Take the lines below beginning at the line that has "Transcribe the names" and stopping after the line that has "Annotation task. Build", and print them exactly as they are, with no other lines.

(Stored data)
━━━━━━━━━━━━━━━━
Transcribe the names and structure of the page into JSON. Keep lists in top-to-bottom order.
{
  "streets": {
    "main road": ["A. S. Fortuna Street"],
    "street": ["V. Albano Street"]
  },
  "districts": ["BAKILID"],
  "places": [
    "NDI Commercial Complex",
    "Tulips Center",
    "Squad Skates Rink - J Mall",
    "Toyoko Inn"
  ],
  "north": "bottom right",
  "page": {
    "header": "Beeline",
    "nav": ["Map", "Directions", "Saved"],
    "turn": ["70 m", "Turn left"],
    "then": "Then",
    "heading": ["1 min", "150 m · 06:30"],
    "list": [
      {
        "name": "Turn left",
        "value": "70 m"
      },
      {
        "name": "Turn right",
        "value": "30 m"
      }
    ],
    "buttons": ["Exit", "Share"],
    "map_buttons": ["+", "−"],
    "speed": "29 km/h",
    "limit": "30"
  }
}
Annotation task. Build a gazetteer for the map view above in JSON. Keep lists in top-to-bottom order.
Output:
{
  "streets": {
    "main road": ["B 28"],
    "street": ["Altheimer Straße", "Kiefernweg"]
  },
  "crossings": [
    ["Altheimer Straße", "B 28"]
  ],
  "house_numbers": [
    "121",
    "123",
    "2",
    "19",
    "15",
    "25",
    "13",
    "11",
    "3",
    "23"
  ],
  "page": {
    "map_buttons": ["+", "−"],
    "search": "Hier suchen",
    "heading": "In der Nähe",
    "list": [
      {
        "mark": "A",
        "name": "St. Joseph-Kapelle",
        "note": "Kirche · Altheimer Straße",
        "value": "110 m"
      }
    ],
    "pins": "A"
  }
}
━━━━━━━━━━━━━━━━
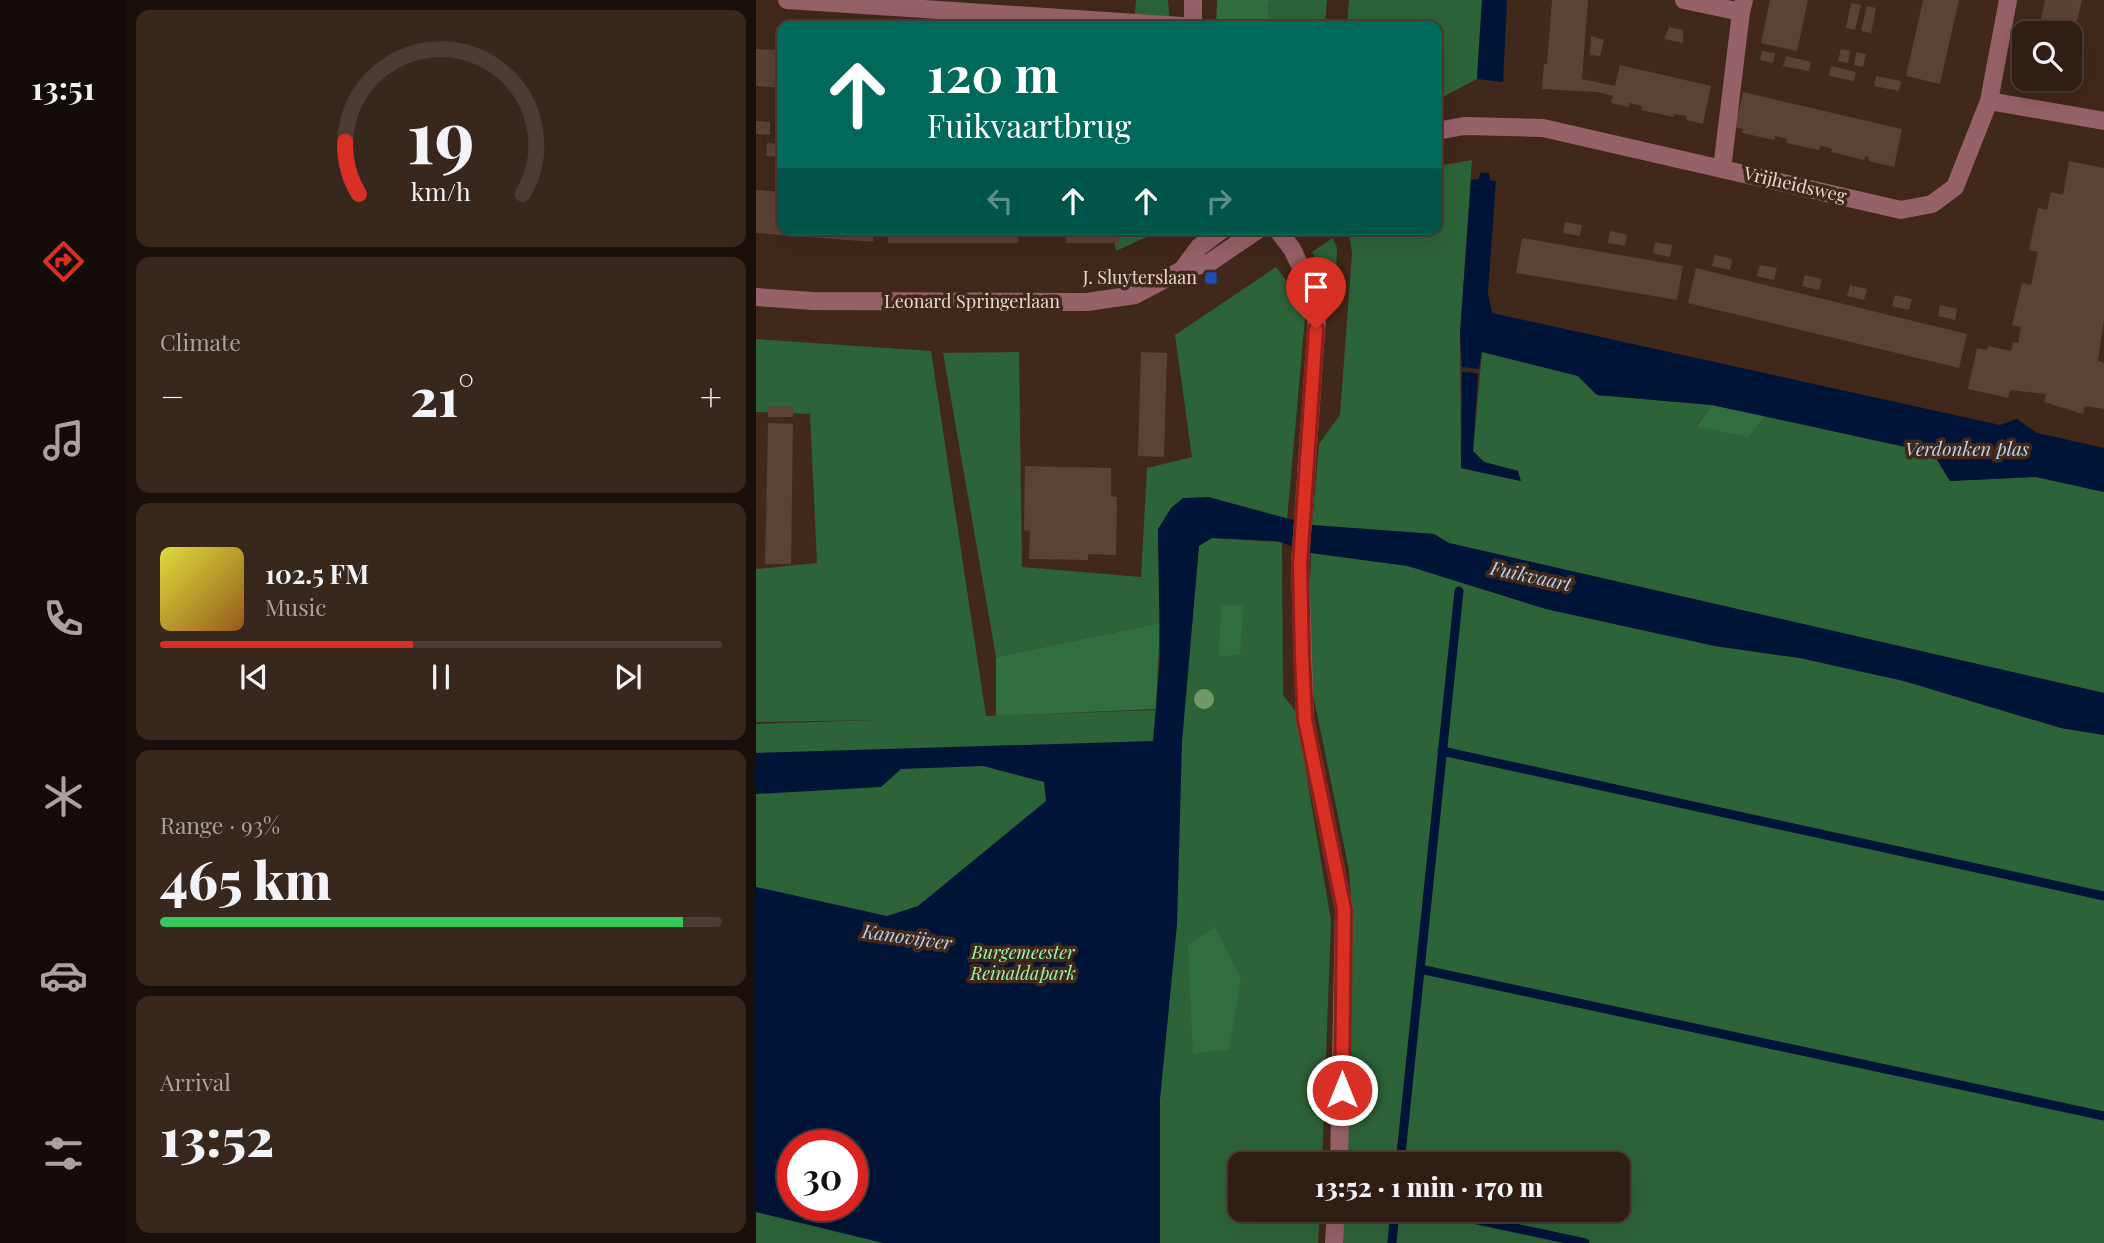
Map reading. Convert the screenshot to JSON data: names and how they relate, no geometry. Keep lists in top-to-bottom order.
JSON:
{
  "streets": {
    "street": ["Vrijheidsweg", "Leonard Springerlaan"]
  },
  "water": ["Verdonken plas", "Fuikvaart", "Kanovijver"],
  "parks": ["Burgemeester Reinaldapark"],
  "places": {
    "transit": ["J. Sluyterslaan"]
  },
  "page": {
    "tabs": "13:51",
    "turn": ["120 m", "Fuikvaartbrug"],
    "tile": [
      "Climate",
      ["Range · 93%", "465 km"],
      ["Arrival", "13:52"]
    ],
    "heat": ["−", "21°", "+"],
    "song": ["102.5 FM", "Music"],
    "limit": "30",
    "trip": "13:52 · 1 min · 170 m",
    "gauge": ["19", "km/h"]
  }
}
━━━━━━━━━━━━━━━━
Worked solution:
Transcribe the names and structure of the page into JSON. Keep lists in top-to-bottom order.
{
  "streets": {
    "main road": ["A. S. Fortuna Street"],
    "street": ["V. Albano Street"]
  },
  "districts": ["BAKILID"],
  "places": [
    "NDI Commercial Complex",
    "Tulips Center",
    "Squad Skates Rink - J Mall",
    "Toyoko Inn"
  ],
  "north": "bottom right",
  "page": {
    "header": "Beeline",
    "nav": ["Map", "Directions", "Saved"],
    "turn": ["70 m", "Turn left"],
    "then": "Then",
    "heading": ["1 min", "150 m · 06:30"],
    "list": [
      {
        "name": "Turn left",
        "value": "70 m"
      },
      {
        "name": "Turn right",
        "value": "30 m"
      }
    ],
    "buttons": ["Exit", "Share"],
    "map_buttons": ["+", "−"],
    "speed": "29 km/h",
    "limit": "30"
  }
}
Annotation task. Build a gazetteer for the map view above in JSON. Keep lists in top-to-bottom order.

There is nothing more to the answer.